Lines in the entries below where the word "strokeStyle" shows up should each be copied.

Collected data entries:
[Start of section]
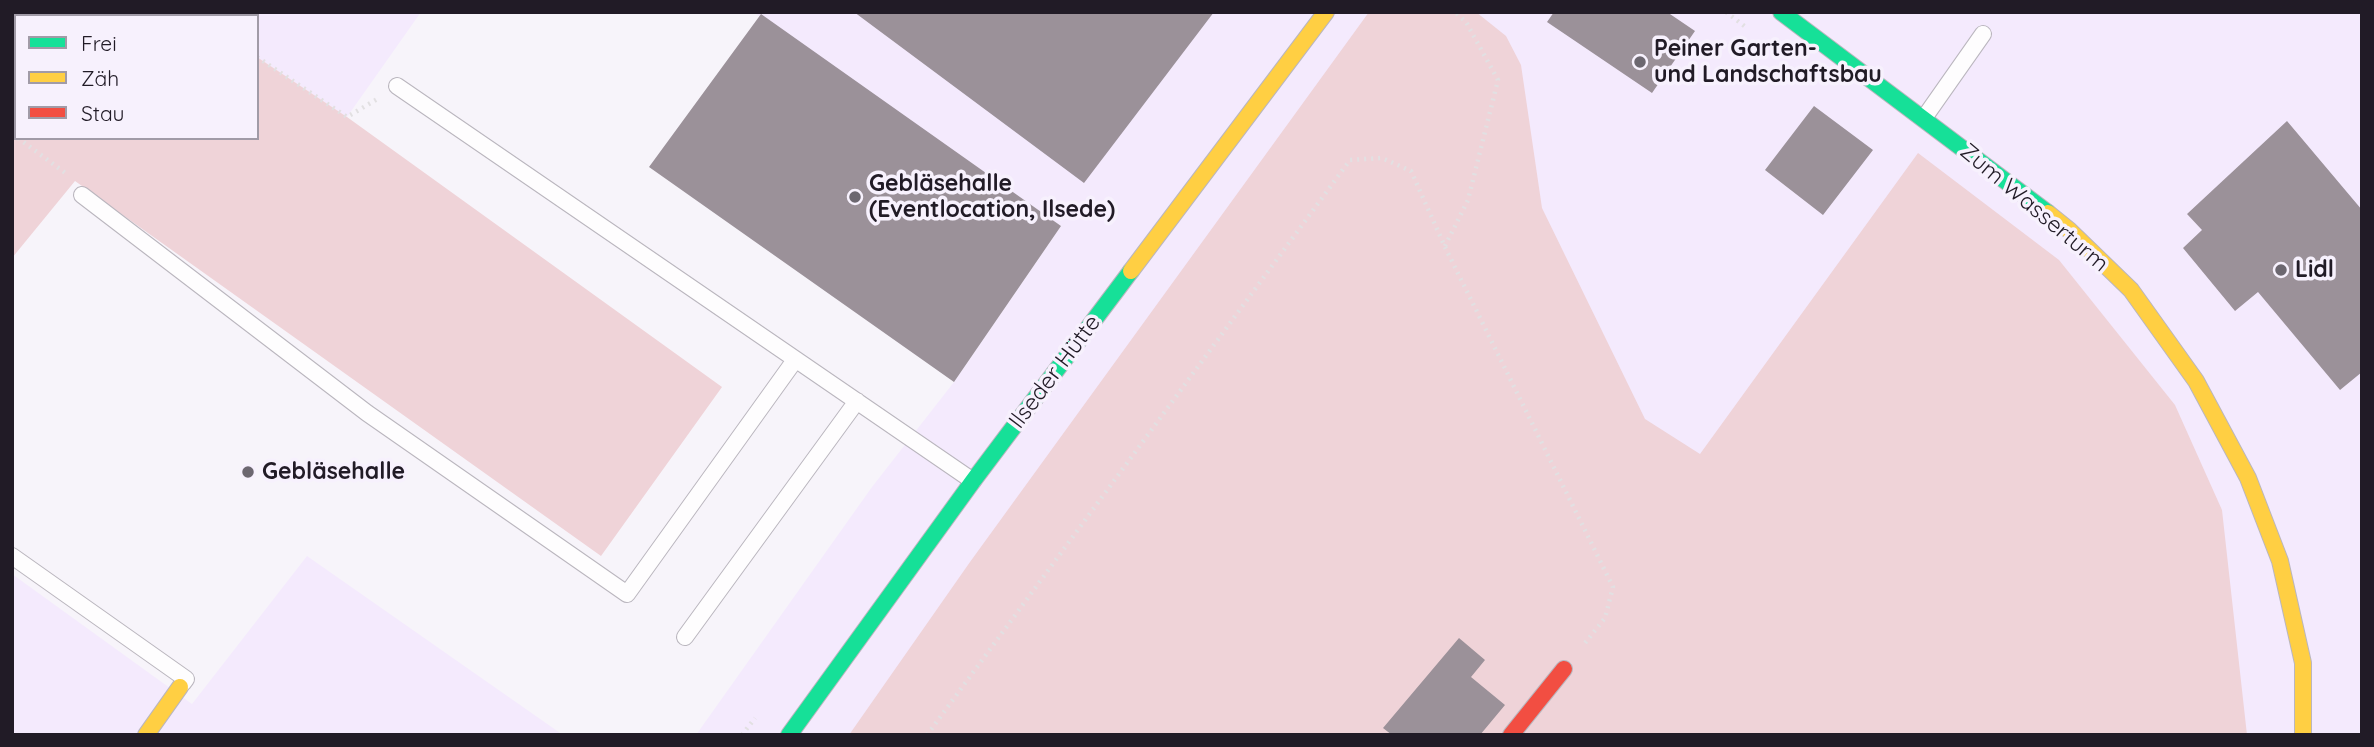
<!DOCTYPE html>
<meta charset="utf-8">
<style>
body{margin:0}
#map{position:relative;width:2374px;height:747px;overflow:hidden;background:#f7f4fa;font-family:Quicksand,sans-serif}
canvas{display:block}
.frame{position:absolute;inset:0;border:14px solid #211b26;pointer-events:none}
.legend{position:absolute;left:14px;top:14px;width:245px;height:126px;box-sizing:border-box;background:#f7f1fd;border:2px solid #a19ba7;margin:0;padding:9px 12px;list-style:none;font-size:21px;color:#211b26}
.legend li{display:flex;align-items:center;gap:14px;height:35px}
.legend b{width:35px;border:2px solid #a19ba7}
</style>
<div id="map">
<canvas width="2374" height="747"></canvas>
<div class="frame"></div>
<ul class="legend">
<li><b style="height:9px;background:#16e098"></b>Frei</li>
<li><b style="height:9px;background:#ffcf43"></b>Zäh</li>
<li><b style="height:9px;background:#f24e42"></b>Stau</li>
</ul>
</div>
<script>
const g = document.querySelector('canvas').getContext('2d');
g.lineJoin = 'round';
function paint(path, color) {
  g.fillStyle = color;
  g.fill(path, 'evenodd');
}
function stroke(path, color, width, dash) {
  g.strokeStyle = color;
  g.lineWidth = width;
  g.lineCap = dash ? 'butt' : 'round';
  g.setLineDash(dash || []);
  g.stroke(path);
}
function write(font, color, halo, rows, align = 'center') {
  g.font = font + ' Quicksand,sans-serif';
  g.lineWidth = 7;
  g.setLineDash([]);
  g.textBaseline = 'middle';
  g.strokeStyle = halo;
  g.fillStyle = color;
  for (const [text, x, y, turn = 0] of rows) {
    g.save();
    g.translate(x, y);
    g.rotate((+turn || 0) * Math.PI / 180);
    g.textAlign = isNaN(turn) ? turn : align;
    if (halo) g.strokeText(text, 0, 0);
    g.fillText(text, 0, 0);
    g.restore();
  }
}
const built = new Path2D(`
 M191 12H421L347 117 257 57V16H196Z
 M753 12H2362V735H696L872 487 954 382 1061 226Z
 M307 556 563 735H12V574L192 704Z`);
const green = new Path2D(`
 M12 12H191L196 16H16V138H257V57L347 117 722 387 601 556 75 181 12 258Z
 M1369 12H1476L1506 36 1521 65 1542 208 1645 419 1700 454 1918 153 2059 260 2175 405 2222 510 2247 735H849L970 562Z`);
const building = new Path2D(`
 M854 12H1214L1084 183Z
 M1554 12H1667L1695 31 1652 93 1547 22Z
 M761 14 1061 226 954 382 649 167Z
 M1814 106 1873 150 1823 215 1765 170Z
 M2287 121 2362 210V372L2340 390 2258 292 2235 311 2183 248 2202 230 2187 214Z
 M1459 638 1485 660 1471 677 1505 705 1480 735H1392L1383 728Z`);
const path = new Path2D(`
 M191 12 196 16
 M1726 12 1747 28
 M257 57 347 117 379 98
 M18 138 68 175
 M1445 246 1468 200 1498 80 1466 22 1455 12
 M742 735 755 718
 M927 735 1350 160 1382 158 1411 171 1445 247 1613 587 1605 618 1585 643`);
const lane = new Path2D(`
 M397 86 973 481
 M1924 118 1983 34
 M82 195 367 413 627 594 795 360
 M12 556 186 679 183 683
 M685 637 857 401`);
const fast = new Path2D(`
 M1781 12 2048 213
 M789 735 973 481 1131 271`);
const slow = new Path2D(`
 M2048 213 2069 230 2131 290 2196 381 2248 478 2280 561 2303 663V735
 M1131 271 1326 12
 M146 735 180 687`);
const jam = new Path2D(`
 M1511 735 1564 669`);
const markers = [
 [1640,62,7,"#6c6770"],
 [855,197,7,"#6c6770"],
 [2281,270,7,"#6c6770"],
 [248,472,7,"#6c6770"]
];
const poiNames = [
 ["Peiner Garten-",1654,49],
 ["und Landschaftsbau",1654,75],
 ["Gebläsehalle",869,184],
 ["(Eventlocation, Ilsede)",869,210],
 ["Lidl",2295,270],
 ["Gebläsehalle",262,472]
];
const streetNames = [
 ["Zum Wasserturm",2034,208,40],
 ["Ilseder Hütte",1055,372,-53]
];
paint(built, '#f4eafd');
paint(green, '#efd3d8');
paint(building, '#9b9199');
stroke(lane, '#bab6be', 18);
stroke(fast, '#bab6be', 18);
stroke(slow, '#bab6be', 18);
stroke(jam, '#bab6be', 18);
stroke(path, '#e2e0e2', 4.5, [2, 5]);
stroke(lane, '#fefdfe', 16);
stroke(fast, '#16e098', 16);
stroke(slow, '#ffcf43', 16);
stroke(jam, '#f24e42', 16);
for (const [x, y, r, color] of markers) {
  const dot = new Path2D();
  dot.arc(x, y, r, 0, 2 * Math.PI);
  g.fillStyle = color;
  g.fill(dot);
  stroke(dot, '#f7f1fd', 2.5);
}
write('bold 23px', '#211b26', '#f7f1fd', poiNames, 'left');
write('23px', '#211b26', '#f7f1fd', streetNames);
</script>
[End of section]
_TASK OUTPUT_
  g.strokeStyle = color;
  g.strokeStyle = halo;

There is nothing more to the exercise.